What to do: Print nothing but the lines from the start of the listing below through the line that contains "position:relative; flex:1; overflow:hidden". Do not include the pictures.

Data in this exercise:
....

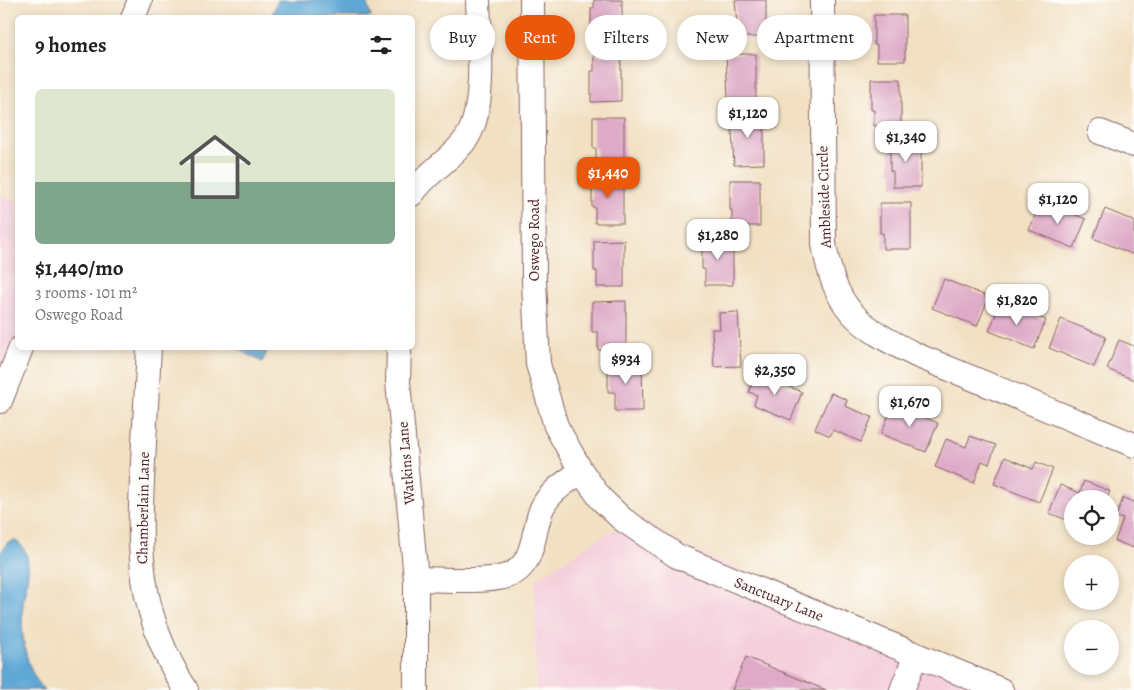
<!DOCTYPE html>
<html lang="en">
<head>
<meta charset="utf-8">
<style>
	:root { --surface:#fff; --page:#f2f2f2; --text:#222; --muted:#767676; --accent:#ea580c }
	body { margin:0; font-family:Alegreya,serif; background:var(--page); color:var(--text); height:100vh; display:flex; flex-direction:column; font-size:19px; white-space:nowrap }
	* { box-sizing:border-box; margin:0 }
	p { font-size:16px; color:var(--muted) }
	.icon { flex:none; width:28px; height:28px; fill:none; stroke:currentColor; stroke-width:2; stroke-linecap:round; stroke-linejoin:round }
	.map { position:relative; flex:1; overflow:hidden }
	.panel { position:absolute; left:15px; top:15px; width:400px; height:335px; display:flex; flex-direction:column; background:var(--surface); border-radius:8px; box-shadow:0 2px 8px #0003 }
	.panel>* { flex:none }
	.guide { position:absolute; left:430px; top:15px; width:475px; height:45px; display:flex; gap:10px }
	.controls { position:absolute; left:1064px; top:490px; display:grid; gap:10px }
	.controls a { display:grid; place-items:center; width:55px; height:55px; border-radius:50%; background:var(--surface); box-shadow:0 2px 8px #0003; font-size:25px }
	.price { position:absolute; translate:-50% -42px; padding:0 11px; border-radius:10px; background:#fff; color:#222; font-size:16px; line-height:32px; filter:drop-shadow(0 1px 2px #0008) }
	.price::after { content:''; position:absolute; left:50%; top:30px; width:15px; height:11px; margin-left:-8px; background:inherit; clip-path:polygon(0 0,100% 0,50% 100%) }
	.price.selected { background:var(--accent); color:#fff }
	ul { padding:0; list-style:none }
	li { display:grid; align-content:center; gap:10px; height:265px; padding:0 20px }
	li span { display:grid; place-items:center; height:155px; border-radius:8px; color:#555 }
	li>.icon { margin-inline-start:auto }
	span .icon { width:90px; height:90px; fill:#fffc; stroke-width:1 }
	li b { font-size:21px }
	h2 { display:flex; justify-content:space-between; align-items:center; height:60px; padding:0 20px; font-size:21px }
	.pill { padding:0 18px; border-radius:22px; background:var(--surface); box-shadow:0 2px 8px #0003; font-size:18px; line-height:45px }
	.pill.selected { background:var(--accent); color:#fff }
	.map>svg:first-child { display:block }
</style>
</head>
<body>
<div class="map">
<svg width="1134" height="690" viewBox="0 0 1134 690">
	<rect width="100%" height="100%" fill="#fdfcf7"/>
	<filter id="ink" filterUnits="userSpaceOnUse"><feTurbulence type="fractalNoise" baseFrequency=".02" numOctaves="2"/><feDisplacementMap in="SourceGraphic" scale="10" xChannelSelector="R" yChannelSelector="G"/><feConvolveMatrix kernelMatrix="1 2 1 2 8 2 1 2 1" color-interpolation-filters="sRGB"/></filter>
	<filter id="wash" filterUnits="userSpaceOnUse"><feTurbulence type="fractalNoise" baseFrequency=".0096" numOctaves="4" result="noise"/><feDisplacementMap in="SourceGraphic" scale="20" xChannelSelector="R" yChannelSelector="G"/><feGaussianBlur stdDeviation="1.12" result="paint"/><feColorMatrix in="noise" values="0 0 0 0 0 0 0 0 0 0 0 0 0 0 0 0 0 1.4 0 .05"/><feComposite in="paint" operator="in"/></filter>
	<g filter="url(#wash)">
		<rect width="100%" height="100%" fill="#f2e0c3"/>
		<!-- built -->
		<g fill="#f4cfdc">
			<path d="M0,195l17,7 1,146 -18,52z"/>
			<path d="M636,515l46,31 349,144h-495l-1,-110z"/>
		</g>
		<!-- water -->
		<g fill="#5ea8d6" stroke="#546480">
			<path d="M278,0h88l5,17h-100z"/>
			<path d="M236,348h27l5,2 -6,12z"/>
			<path d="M14,540c24,13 11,45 9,65 -3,29 2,64 21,85h-44v-136l7,-11z"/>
		</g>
		<g id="blocks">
			<!-- building -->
			<g fill="#deaac7">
				<path d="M594,0h28v39h-31v-31h3z"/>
				<path d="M735,0h31v37h-28z"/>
				<path d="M874,15h31v46h-28v-16h-3z"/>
				<path d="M726,54h30v46h-28z"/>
				<path d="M594,55h27v46l-30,1v-31h3z"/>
				<path d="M871,79h30v47h-27v-16h-3z"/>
				<path d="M731,114h33v50l-30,1z"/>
				<path d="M593,117h31v47h-28v-16h-3z"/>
				<path d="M921,140v47h-28v-16h-3v-30z"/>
				<path d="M623,176v47h-28v-16h-3v-30z"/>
				<path d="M730,180h30v46h-28v-16h-2z"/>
				<path d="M1041,201l45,18 -12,29 -45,-18z"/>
				<path d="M880,203h31v46h-28v-16h-3z"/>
				<path d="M1105,209l29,12v34l-41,-17z"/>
				<path d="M702,239h31v46h-28v-16h-3z"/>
				<path d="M624,240v47h-27v-16h-3v-30z"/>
				<path d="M944,279l45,18 -12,29 -45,-18z"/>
				<path d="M626,301v49h-28v-18h-6v-30z"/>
				<path d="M1001,302l45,18 -12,29 -45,-18z"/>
				<path d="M738,312l3,54 -27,1 -2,-38h8l-1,-16z"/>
				<path d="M1061,319l45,18 -12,30 -45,-19z"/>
				<path d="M1119,340l15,6v34l-27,-11z"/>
				<path d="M608,362h34l1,49h-28v-19h-7z"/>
				<path d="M756,373l46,19 -11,28 -37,-15 3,-10 -8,-3z"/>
				<path d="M831,393l16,7 -2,6 27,11 -11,25 -28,-12 -3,6 -15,-7z"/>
				<path d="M893,405l45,18 -12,29 -45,-18z"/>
				<path d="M970,436l26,9 -7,19 -7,-3 -8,22 -39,-16 11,-28 20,8z"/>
				<path d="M1005,457l28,12 3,-7 17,7 -14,33 -45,-18z"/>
				<path d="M1084,481l26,10 -3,8h-35v23l-23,-9 11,-28 20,8z"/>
				<path d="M1123,498l11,4v46l-19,-7 8,-22 -7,-2z"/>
				<path d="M746,657l80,33h-94z"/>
			</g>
		</g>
	</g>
	<g filter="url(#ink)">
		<use href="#blocks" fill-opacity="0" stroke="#856360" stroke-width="1"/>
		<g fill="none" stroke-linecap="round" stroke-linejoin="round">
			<defs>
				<g id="minor">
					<path d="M532,0l2,281 4,83 18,62 25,45 20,28 21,20 55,37 324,134"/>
					<path d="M822,0l2,244c11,66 34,82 92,111l218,90"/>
					<path d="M133,18l7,-18"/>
					<path d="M1100,132l34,13"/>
					<path d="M412,194c15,-22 39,-34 54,-55 21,-30 13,-102 12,-139"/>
					<path d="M149,348c-2,38 -4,76 -6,114 -5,88 -6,151 43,228"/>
					<path d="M399,348l-1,34 18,197v111"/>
					<path d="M0,401l21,-53"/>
					<path d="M416,579c24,0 68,4 91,-3 29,-10 25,-45 35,-68 8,-17 25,-26 39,-37"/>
					<path d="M902,690l14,-35"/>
				</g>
			</defs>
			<!-- minor casing -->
			<use href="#minor" stroke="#856360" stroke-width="26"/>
			<!-- minor -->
			<use href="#minor" stroke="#fff" stroke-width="24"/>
		</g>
	</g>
	<g text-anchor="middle" stroke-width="5" stroke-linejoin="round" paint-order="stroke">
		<!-- street labels -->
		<g font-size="15" fill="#4a1f2b" stroke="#fdfcf7">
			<text transform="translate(824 197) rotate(-92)" y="5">Ambleside Circle</text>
			<text transform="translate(534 240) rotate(-90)" y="5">Oswego Road</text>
			<text transform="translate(406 463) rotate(-95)" y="5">Watkins Lane</text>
			<text transform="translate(143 508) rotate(-89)" y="5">Chamberlain Lane</text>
			<text transform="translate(779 599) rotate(22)" y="5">Sanctuary Lane</text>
		</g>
	</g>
</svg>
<div class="controls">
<a><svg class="icon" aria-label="locate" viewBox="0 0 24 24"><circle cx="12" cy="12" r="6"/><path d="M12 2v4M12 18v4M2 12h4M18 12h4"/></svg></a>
<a>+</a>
<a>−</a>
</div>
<b class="price" style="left:748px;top:139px">$1,120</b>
<b class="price" style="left:906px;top:163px">$1,340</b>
<b class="price selected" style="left:608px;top:199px">$1,440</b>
<b class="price" style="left:1058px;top:225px">$1,120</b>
<b class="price" style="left:718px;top:261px">$1,280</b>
<b class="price" style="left:1017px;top:326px">$1,820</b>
<b class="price" style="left:626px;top:385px">$934</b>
<b class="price" style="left:775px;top:396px">$2,350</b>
<b class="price" style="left:910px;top:428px">$1,670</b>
<div class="guide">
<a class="pill">Buy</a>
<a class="pill selected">Rent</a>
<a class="pill">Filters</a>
<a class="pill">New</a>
<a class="pill">Apartment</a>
</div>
<section class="panel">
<h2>9 homes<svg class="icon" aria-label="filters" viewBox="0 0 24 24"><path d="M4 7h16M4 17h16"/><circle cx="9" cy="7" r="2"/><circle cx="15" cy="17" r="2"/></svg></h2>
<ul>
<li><span style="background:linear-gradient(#dfe7d0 60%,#7fa58c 0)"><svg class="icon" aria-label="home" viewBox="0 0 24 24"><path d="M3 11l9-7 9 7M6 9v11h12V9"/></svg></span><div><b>$1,440/mo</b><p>3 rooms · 101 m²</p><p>Oswego Road</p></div></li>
</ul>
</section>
</div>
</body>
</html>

....

Your response:
<!DOCTYPE html>
<html lang="en">
<head>
<meta charset="utf-8">
<style>
	:root { --surface:#fff; --page:#f2f2f2; --text:#222; --muted:#767676; --accent:#ea580c }
	body { margin:0; font-family:Alegreya,serif; background:var(--page); color:var(--text); height:100vh; display:flex; flex-direction:column; font-size:19px; white-space:nowrap }
	* { box-sizing:border-box; margin:0 }
	p { font-size:16px; color:var(--muted) }
	.icon { flex:none; width:28px; height:28px; fill:none; stroke:currentColor; stroke-width:2; stroke-linecap:round; stroke-linejoin:round }
	.map { position:relative; flex:1; overflow:hidden }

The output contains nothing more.